DES is providing 80 percent of the funding, with a target date of Oct. 1 for completion, according to Carrier.

The project estimate is $3,005,000. The state will reimburse the town $2,491,000, leaving a balance of $514,000, to be paid by the Water Enterprise Fund.

Carrier said the Water Enterprise Fund has $584,000 in capital reserves, plus a FY 2016 approved appropriation of $220,000. The department will defer its plan to replace the Emerald Drive water main in order to take the state up on its offer, Carrier said.

There will be no impact to water rates, Carrier said.

However, properties connecting to the new town water lines would be required to pay connection fees estimated at $500,000 in revenue, plus $10,000 in future annual usage revenues.

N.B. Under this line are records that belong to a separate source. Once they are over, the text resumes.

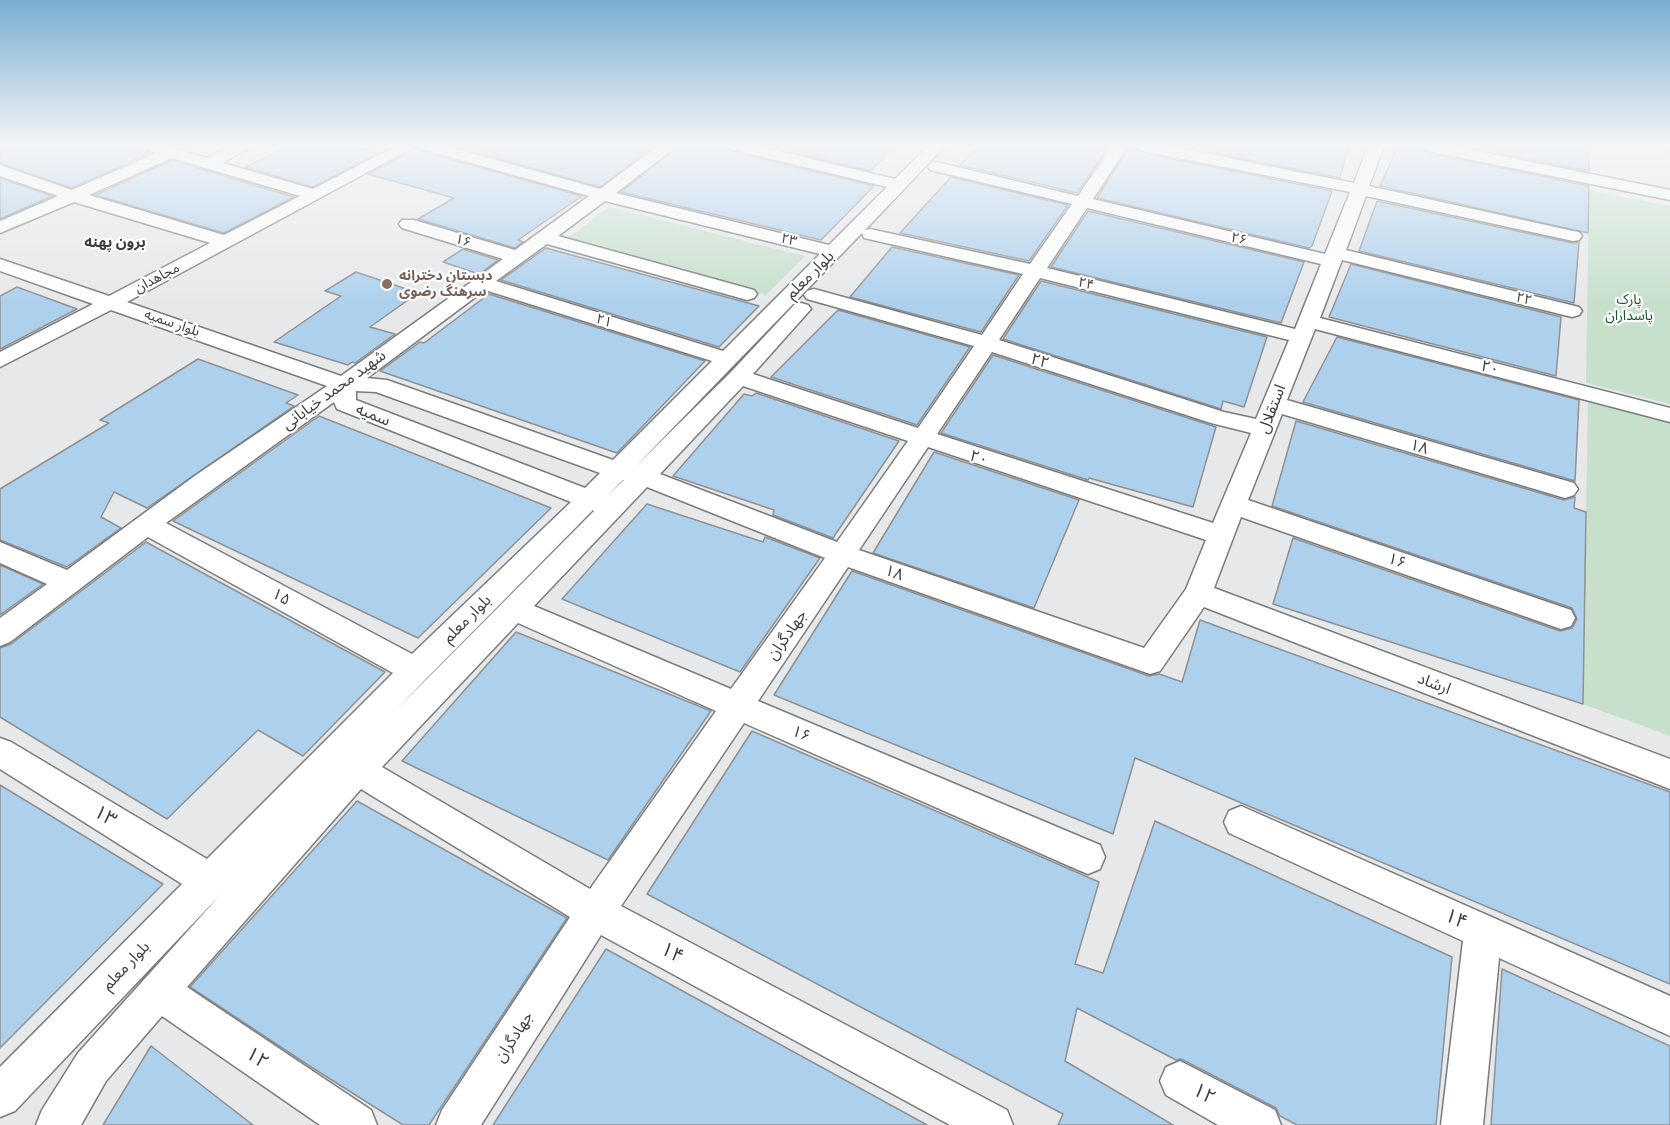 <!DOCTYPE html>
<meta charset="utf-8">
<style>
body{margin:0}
canvas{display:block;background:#e7e8ea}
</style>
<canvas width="1670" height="1125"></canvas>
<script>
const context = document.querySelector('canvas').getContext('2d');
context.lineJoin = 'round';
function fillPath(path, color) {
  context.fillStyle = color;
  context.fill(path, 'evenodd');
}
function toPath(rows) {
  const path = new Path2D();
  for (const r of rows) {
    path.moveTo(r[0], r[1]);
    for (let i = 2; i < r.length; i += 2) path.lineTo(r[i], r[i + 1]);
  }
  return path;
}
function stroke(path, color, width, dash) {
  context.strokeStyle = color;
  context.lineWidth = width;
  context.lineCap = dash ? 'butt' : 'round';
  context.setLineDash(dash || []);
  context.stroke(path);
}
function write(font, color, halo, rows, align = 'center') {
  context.font = font + ' Cabin,"Noto Sans Arabic",sans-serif';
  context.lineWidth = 4.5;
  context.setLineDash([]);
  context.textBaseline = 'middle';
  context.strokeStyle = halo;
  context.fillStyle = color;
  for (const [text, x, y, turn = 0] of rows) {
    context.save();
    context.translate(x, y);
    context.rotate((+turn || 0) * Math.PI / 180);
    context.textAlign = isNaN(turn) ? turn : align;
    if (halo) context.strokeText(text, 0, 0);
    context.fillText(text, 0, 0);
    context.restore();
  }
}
fillPath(toPath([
 [1589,190,1670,206,1670,404,1586,383],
 [609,207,805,256,766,295,564,241],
 [1588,400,1670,422,1670,736,1583,704]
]), '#c6e0cc');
const building = toPath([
 [0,146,138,146,146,149,149,153,72,188,0,163,0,146],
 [291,146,352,146,378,153,313,187,245,167,291,146],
 [455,146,654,146,600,187,455,146],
 [679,146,726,146,729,151,874,186,821,240,621,192,679,146],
 [768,146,894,146,871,171,768,146],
 [979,146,1109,146,1077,193,960,165,979,146],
 [1130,146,1143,153,1332,191,1312,246,1309,248,1097,198,1130,146],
 [1181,146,1349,146,1340,178,1181,146],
 [1398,146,1418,146,1428,153,1589,186,1588,233,1380,186,1398,146],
 [1466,146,1571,146,1589,150,1589,171,1466,146],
 [417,148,420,151,582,196,518,240,523,242,515,248,418,219,454,198,368,174,417,148],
 [172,160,201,169,294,197,224,233,95,195,172,160],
 [951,177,1068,205,1029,261,900,233,951,177],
 [0,178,52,196,0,219,0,178],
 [1377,201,1573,243,1579,242,1574,303,1359,251,1377,201],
 [1088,211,1304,262,1281,323,1051,267,1088,211],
 [892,247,1019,275,981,332,850,297,892,247],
 [546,248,759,306,719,347,501,280,546,248],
 [463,249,498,260,479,274,443,262,463,249],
 [1351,264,1561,317,1556,376,1329,317,1351,264],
 [356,272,418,293,370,327,395,334,355,363,352,362,348,365,274,342,341,296,325,291,356,272],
 [1041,281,1267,337,1244,407,1223,401,1221,409,1003,339,1041,281],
 [17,287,77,309,0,349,0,296,17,287],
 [489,294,705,361,617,453,380,371,420,342,424,343,489,294],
 [838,310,970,347,917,425,771,377,838,310],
 [1337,337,1579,400,1575,481,1303,402,1337,337],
 [993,355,1216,427,1193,507,1089,478,1088,480,941,433,993,355],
 [198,359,298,395,286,403,294,406,147,508,114,492,101,517,121,528,67,567,0,540,0,489,109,423,100,420,198,359],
 [756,393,899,441,833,538,773,515,774,510,673,476,744,394,752,396,756,393],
 [319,416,551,508,418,638,173,521,319,416],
 [1296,421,1564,500,1575,497,1574,508,1586,512,1583,704,1273,604,1293,538,1560,631,1572,628,1577,619,1572,608,1272,506,1296,421],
 [934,452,1079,500,1034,608,873,553,934,452],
 [647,504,763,542,765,537,820,558,740,672,562,599,647,504],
 [146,542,385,672,303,756,258,730,167,819,0,717,0,648,11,644,146,542],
 [0,565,43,584,0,615,0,565],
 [852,571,1149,676,1159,674,1182,682,1200,620,1670,792,1670,984,1135,758,1113,834,774,695,852,571],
 [516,632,711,711,608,860,402,761,516,632],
 [752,731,1099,882,1075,964,1103,973,1155,821,1452,957,1436,1125,1297,1125,1280,1116,1276,1108,1181,1059,1176,1060,1077,1008,1065,1061,1173,1125,1058,1125,1063,1114,647,894,752,731],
 [0,785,163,884,0,1048,0,785],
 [357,801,567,918,429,1125,403,1125,308,1065,190,987,357,801],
 [606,949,927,1125,493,1125,606,949],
 [1502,969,1670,1046,1670,1125,1491,1125,1502,969],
 [151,1046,253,1125,103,1125,151,1046]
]);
fillPath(building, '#add0ed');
stroke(building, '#909193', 1.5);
const minor = toPath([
 [148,146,166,146,207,158,230,146,251,146,223,163,313,189,396,146,416,146,127,302,341,376,503,259,402,228,399,224,402,220,414,220,515,250,589,196,421,149,419,146,446,146,600,189,658,146,677,146,616,193,829,245,887,187,730,149,728,146,757,146,895,179,928,146,945,146,865,230,870,229,1030,264,1072,204,930,170,928,167,930,164,936,162,1078,196,1112,146,1128,146,1093,199,1325,254,1350,192,1143,151,1135,146,1168,146,1354,183,1368,146,1384,146,1369,186,1573,231,1579,232,1582,236,1579,240,1573,241,1366,196,1346,250,1579,307,1582,311,1579,315,1572,317,1342,260,1320,318,1670,408,1670,422,1315,329,1287,400,1574,483,1578,489,1574,495,1565,498,1282,414,1248,500,1571,610,1575,618,1571,626,1561,629,1241,517,1214,588,1670,759,1670,789,1204,607,1160,671,1150,674,848,567,758,701,1100,845,1105,857,1100,869,1088,874,1076,869,744,723,621,906,1007,1110,1013,1125,950,1125,601,935,481,1125,436,1125,442,1110,570,917,361,789,187,987,371,1110,377,1125,320,1125,162,1016,106,1081,81,1125,36,1125,42,1110,78,1053,221,894,15,1111,0,1117,0,1067,182,884,0,769,0,738,11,742,207,859,393,673,148,537,10,642,0,646,0,618,47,584,0,563,0,542,67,570,196,475,327,386,111,310,0,367,0,352,93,304,0,271,0,259,109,296,210,243,74,202,0,233,0,221,58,196,0,176,0,165,72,190,156,153,149,151,148,146],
 [172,158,202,167,300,196,224,235,89,195,172,158],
 [605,201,820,254,723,351,496,281,547,244,747,300,754,298,757,294,754,290,558,236,605,201],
 [1087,208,1321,264,1295,329,1047,268,1087,208],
 [862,233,864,238,1023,274,982,335,814,289,807,291,804,295,807,299,974,346,918,428,753,374,811,309,808,305,801,303,794,305,731,372,636,466,862,233],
 [1040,278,1289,340,1256,419,1224,412,999,340,1040,278],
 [485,290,712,361,613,460,387,380,367,378,485,290],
 [992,352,1211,423,1251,433,1213,523,937,434,992,352],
 [743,386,908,441,837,542,660,474,743,386],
 [356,391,376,392,600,473,585,488,356,400,356,391],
 [334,402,337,409,571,502,412,654,166,523,334,402],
 [928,447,1206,540,1186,589,1144,648,859,550,928,447],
 [623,480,624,480,607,496,623,480],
 [647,487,825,558,731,689,534,606,647,487],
 [593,510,594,511,395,711,426,679,593,510],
 [518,623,716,711,590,889,382,767,518,623],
 [1420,146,1453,146,1670,190,1670,200,1428,151,1420,146],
 [1241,806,1670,996,1670,1036,1499,958,1483,1125,1441,1125,1463,941,1229,833,1224,822,1229,811,1241,806],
 [1180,1061,1275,1110,1281,1125,1218,1125,1166,1095,1160,1081,1166,1067,1180,1061]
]);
stroke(minor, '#797b7c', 3);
fillPath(minor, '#fff');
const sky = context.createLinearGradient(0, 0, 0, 304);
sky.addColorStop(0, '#78add2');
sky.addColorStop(0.48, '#f4f5f6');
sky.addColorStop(1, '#f4f5f600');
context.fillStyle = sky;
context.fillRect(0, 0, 1670, 304);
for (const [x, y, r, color] of [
 [387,284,6,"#8d6e63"]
]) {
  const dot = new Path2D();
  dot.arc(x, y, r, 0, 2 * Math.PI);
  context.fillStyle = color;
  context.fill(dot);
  stroke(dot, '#fff', 2);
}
write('14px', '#3c3d3d', '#fff', [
 ["۲۶",1239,239,13],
 ["۲۳",789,240,14],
 ["۱۶",463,241,17],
 ["مجاهدان",157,278,-28],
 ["۲۴",1086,284,14],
 ["۲۲",1524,299,14],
 ["۲۱",604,321,17],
 ["بلوار سمیه",172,323,19]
]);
write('bold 14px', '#785e54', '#fff', [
 ["دبستان دخترانه",399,276],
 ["سرهنگ رضوی",399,292]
], 'left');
write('14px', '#17532f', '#fff', [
 ["پارک",1629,300],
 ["پاسداران",1629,316]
]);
write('bold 15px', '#3c3d3d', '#fff', [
 ["برون پهنه",115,243]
]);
write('16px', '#3c3d3d', '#fff', [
 ["بلوار معلم",810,275,-45],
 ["۲۲",1040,361,18],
 ["۲۰",1490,368,15],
 ["شهید محمد خیابانی",334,390,-36],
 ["استقلال",1272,409,-69],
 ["سمیه",373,415,22],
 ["۱۸",1419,447,16],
 ["۲۰",979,458,18],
 ["۱۶",1397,561,19],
 ["۱۸",894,573,19],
 ["۱۵",281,597,28],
 ["بلوار معلم",467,619,-45],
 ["جهادگران",787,635,-55],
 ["ارشاد",1434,684,21],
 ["۱۶",801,734,23],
 ["بلوار معلم",126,966,-46],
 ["جهادگران",514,1037,-57]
]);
write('20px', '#3c3d3d', '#fff', [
 ["۱۳",105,816,32],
 ["۱۴",1456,919,24],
 ["۱۴",672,953,28],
 ["۱۲",257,1058,34],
 ["۱۲",1204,1094,29]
]);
</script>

Carrier said he and Fowler have spoken to American Excavating, the company that did the initial expansion down Route 28, and it is amenable to holding the line on pricing. “That means,” Carrier said, “that we’ll have the same price we had when they began the project in 2014.”

And the $500,000 in revenues will reimburse the town for most of the $514,000 coming from the Water Fund, he said.

The project will also open up 63 commercially-zoned parcels to municipal water, Carrier said.

Last year Route 28 South was rezoned to the General Commercial IV Zone, with the hopes of attracting better commercial development to the area and thus lowering the tax rate.

Carrier said, “It is a win-win and our responsibility to do this.”

A public hearing on the proposal will be held on April 5.